Billed as a documentary about 'the coming-out of queer cinema', and destined mostly for TV and DVD formats after further festival action, Here's Looking At You, Boy ticks most of the right boxes in its interviews-plus-film clips survey of the years when queer cinema emerged from the underground into the mainstream.
It takes off, in other words, pretty much where The Celluloid Closet (1995) left off; and in doing so it covers much the same terrain as last year's Fabulous! The Story of Queer Cinema, which also screened at the Berlinale.
The two films even share some of the same interviewees, like the trailblazing John Waters, who provides some of the few laughs in the current opus (on Brokeback Mountain: 'they were distraught because they could only meet twice a year and have great sex' Sounds perfect to me').
But Here's Looking... is a curiously dutiful round-up, without much passion or any discernible agenda.

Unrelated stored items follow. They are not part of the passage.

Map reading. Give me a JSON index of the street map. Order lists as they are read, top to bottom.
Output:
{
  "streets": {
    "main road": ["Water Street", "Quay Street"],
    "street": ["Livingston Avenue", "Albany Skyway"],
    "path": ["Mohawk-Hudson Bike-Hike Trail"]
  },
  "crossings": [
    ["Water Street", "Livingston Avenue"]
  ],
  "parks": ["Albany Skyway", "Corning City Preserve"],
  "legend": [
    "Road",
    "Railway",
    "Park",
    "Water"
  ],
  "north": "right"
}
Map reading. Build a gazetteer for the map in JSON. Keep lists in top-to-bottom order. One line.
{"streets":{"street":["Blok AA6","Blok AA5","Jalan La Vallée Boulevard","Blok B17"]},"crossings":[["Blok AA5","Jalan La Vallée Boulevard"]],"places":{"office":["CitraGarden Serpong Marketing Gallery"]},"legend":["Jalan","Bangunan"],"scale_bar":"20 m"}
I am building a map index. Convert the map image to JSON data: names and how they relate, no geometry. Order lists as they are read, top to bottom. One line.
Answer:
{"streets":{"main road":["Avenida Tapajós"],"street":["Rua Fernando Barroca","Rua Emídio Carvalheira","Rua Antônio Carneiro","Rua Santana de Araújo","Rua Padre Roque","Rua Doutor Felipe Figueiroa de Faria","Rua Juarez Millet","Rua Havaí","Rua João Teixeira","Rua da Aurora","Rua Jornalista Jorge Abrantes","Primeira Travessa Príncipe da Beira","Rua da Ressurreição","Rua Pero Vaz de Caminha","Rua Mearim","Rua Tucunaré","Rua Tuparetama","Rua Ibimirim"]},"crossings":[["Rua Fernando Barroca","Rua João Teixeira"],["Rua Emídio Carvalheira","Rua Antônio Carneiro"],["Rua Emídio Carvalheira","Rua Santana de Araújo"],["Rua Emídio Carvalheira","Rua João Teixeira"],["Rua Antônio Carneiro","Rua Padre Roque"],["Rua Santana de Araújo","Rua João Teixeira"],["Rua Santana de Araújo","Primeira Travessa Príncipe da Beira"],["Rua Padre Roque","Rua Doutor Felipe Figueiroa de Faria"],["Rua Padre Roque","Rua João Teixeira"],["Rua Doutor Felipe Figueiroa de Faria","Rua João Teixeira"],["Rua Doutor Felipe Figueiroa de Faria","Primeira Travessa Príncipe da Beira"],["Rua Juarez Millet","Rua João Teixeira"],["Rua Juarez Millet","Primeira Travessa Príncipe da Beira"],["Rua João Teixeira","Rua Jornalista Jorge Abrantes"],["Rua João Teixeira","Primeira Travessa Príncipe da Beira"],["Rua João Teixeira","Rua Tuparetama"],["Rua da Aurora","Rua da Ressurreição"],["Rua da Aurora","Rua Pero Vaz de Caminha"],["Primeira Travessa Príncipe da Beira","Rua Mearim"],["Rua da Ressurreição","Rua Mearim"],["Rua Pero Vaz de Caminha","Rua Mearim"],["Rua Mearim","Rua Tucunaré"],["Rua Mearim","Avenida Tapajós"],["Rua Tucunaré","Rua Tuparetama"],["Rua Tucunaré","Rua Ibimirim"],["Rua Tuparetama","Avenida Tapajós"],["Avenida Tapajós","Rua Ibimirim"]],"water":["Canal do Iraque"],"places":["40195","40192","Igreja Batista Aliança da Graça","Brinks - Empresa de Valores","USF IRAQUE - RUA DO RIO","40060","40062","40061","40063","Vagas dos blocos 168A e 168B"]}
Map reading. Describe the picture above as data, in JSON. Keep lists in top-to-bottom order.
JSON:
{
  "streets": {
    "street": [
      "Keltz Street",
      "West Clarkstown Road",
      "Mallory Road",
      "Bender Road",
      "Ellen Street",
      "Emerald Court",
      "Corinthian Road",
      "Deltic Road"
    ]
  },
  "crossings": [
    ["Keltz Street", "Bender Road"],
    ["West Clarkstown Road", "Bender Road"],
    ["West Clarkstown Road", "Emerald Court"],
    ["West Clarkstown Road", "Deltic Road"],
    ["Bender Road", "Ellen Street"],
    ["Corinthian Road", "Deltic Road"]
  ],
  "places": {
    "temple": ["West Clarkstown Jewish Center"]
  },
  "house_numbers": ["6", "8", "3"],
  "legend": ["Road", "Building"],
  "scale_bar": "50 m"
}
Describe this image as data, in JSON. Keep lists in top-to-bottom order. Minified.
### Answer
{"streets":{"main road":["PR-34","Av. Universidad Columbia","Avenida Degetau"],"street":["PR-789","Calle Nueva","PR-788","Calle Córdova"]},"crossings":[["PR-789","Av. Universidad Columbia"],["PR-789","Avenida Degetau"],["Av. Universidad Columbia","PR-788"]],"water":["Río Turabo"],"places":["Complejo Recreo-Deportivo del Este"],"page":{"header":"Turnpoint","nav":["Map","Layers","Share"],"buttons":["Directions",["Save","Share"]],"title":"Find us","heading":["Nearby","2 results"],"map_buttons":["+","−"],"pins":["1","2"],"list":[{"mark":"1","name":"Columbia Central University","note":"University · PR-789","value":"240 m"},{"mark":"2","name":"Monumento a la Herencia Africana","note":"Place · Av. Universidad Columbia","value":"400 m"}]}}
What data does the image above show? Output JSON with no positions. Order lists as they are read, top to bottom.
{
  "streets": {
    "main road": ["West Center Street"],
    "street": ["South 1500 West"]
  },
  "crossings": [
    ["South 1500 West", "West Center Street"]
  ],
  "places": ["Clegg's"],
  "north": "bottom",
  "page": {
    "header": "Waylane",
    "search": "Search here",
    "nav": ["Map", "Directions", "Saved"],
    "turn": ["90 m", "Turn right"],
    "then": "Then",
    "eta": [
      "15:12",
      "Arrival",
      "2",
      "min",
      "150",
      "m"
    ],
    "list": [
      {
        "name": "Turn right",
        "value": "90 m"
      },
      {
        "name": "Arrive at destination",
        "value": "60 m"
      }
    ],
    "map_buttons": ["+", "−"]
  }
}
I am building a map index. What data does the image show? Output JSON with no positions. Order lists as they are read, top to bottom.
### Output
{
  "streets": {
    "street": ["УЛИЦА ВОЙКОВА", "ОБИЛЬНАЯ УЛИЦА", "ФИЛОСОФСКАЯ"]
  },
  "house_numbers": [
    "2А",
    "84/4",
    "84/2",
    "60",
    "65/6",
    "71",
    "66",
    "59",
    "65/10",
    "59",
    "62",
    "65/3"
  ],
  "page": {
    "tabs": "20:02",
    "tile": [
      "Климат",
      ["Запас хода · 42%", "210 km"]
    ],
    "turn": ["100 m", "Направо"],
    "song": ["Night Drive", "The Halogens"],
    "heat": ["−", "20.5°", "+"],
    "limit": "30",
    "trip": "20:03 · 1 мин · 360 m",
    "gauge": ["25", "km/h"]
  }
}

It's also heavily slanted towards US and European gay and lesbian films, with a particular emphasis, in the latter category, on German and Dutch cinema.
This will please the local crowd at the Berlinale, where it played and whose Teddy Awards feature prominently at one point; in fact, the film almost seems tailor-made for this particular festival.
It's odd though, that this instructive tale of how a social minority used cinema as a tool for self-empowerment ignores some important minorities within queer cinema.
Although one or two (Western) interviewees nod at the difficulties of filmmakers in countries where homosexuality is still outlawed or taboo, there is only one interview and filmclip from a developing country - India - and no mention whatsoever of seminal Asian gay films like Zhang Yuan's East Palace, West Palace or Wong Kar-wai's Happy Together.
What we do get are interviews with a string of gay movie alumni or inspirations like Rosa von Praunheim (who looks more and more like Helmut Kohl each year), John Waters, Joseph Lovett, Tilda Swinton, Stephen Frears, Constantinos Giannaris, Guinevere Turner and Gus Van Sant.
Fassbinder and Derek Jarman are commemorated - the latter mostly by his muse, Swinton, who tells a nice anecdote about the way Jarman joked about raising money from producers like Channel 4 or ZDF by telling them that his next project was definitely going to be his last.
It's up to the perceptive Van Sant to point out that one of the reasons why Brokeback Mountain crossed over to mainstream audiences so effectively was because 'just about everyone involved with it was straight'.
Shot on Digi Beta, the film has TV-quality visuals, and Richie Staringer's keyboard soundtrack is too politely jazzy to give much lift. But at least we get to relive some great film moments, from the campfire scene in My Own Private Idaho to the dramatic rooftop revelations in Hettie MacDonald's Beautiful Thing.